表題番号:2011A-036 日付:2012/03/05
研究課題2対称面不斉ピリジン配位子の合成と不斉反応への応用
研究者所属(当時) 資格 氏名
(代表者) 理工学術院 教授 鹿又 宣弘
(連携研究者) 理工学術院 助手 小川熟人
研究成果概要
本研究では,シクロファン構造を有する面不斉ピリジンを新しい不斉有機分子,不斉配位子の有力候補と捉え,これまでにない“C2対称面不斉ピリジン配位子の合成と不斉反応への応用”を目指すことを研究目的として研究を行った.はじめに,面不斉に由来する光学活性ピリジノファンを2個組み込んだ新たなC2対称二座配位子として,新規な面不斉ジピリジルイミンと面不斉ジピリジルエーテルの合成を検討した.ブロモピリジノファン誘導体に対し,ナトリウムアミド存在下にBuchwald-Hartwigクロスカップリングを行うことで面不斉ジピリジルイミンを,カリウムtert-ブトキシドを用いたクロスカップリング反応により面不斉ジピリジルエーテルを合成した.このうち新たに合成した面不斉ジピリジルイミンでは,1つのピリジノファン部位がアミノピリジンとピリジンイミンの平衡混合物として存在すること,ならびにその存在比に温度依存性が認められることを見いだした.

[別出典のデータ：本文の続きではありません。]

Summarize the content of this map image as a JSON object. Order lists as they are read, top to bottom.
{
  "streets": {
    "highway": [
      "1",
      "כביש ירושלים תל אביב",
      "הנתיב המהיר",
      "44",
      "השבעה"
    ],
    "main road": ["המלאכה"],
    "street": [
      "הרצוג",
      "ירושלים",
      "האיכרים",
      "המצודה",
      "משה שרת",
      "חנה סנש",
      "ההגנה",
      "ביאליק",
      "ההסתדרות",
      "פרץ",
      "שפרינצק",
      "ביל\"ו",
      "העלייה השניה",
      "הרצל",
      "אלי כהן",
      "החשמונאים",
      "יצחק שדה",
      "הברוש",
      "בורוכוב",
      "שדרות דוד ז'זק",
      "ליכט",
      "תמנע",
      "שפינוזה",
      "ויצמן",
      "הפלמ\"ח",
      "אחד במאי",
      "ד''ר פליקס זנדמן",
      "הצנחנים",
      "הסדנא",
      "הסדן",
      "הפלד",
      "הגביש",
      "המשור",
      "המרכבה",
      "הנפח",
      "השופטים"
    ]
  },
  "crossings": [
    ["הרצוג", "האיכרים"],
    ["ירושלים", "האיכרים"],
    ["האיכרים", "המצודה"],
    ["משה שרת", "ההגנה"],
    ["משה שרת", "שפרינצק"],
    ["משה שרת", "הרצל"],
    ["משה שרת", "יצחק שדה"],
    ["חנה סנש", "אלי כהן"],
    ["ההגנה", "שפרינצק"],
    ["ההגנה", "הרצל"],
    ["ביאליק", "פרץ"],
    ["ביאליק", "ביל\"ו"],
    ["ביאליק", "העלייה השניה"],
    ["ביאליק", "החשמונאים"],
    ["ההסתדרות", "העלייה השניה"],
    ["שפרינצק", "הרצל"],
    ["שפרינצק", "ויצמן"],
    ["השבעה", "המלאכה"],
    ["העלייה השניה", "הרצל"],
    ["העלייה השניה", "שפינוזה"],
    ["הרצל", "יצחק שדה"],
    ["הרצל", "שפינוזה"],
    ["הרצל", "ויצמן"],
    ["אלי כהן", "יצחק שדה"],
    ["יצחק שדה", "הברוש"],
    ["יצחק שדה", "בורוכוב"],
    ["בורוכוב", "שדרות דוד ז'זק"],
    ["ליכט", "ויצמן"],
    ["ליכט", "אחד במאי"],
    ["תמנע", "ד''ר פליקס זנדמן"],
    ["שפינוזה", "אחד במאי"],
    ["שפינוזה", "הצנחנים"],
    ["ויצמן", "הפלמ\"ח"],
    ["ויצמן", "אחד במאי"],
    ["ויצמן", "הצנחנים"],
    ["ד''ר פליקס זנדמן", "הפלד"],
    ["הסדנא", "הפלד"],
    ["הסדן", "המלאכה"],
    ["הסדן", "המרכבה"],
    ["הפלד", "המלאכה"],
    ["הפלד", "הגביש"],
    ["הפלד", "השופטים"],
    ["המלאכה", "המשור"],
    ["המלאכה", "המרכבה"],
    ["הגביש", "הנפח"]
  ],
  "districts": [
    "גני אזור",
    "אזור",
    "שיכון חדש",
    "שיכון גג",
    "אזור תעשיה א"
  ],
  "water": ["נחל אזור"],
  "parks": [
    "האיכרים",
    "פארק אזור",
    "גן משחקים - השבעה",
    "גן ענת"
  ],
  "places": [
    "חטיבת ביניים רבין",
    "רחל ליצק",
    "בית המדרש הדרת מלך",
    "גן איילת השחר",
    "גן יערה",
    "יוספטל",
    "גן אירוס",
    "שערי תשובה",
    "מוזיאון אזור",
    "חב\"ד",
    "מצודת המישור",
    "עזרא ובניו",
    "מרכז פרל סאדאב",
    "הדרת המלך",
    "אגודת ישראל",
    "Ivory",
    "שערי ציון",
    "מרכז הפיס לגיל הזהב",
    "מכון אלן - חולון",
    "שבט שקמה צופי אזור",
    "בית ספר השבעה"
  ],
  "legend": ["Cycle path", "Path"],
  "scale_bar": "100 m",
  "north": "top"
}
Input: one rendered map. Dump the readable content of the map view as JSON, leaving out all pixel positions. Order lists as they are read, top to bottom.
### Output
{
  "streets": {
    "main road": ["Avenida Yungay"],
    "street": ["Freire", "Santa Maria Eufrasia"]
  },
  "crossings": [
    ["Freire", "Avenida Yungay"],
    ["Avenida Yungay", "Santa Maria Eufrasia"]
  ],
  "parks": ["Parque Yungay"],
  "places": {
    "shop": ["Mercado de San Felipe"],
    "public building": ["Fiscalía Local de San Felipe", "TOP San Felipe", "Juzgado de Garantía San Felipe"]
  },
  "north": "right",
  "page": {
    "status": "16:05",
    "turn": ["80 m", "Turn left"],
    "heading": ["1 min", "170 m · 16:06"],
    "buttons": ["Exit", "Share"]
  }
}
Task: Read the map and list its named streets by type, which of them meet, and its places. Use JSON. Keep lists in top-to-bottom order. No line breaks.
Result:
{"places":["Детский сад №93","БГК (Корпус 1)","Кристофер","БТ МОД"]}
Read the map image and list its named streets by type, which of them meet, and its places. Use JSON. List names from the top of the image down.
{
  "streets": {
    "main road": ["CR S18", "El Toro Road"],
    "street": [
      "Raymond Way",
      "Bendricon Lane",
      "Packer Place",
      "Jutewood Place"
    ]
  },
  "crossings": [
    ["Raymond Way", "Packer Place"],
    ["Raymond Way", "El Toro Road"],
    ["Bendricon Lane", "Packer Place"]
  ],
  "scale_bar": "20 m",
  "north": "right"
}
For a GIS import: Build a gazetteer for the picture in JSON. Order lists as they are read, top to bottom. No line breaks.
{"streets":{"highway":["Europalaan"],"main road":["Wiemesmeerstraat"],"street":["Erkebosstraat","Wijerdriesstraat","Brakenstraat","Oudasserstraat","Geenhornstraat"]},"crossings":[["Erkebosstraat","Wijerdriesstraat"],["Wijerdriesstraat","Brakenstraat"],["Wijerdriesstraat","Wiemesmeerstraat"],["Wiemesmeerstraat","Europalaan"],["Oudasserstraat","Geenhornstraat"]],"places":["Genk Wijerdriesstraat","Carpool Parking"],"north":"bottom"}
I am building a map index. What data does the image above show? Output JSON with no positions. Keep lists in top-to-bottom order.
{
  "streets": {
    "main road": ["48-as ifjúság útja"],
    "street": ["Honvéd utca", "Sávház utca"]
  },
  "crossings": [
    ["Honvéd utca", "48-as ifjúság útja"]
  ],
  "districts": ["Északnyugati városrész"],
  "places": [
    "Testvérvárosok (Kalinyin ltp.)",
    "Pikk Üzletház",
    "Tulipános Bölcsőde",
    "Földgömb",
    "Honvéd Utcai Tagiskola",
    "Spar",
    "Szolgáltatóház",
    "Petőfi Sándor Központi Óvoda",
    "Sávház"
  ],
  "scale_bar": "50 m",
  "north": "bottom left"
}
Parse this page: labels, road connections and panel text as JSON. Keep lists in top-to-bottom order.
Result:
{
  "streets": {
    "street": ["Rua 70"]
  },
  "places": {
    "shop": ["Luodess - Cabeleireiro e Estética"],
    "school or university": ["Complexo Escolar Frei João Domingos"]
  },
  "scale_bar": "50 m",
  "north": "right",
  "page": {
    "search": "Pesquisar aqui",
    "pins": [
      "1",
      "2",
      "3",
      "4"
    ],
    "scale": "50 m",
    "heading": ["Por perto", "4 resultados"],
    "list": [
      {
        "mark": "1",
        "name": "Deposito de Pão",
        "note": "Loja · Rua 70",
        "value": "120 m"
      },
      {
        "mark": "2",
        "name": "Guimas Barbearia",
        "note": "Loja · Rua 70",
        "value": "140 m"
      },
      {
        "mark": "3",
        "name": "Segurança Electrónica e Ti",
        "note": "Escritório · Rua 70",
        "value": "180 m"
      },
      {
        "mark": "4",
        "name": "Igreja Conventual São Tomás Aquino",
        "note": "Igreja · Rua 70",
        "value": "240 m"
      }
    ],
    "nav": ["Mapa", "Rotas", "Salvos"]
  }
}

これらの新規配位子を不斉触媒配位子とする触媒反応について検討を行った.銅触媒を用い,ジアゾ酢酸エステルとスチレンによる触媒的不斉シクロプロパン化を行ったところ,面不斉ジピリジルイミン,面不斉ジピリジルエーテルはいずれも 2-5 mol% の触媒量でシクロプロパン化が進行し,光学活性シクロプロパン体を与えた.特に面不斉ジピリジルイミンを用いた場合,収率74%でシクロプロパン体を与え,トランス体が29% ee, シス体は48% eeであった.従来の面不斉ビピリジンでは面不斉ピリジノファンのピリジン環部分が直結した構造であったため,系中で発生する金属錯体の安定性に問題があったが,今回アミンおよびエーテルとして窒素原子および酸素原子を挟むことで,金属錯体の安定性が向上し,より高い触媒活性が得られたものと考えられる.今後アミン窒素原子上に置換基を導入することで電子的および立体的に触媒活性を制御し,不斉収率の向上に向けて研究を継続する予定である.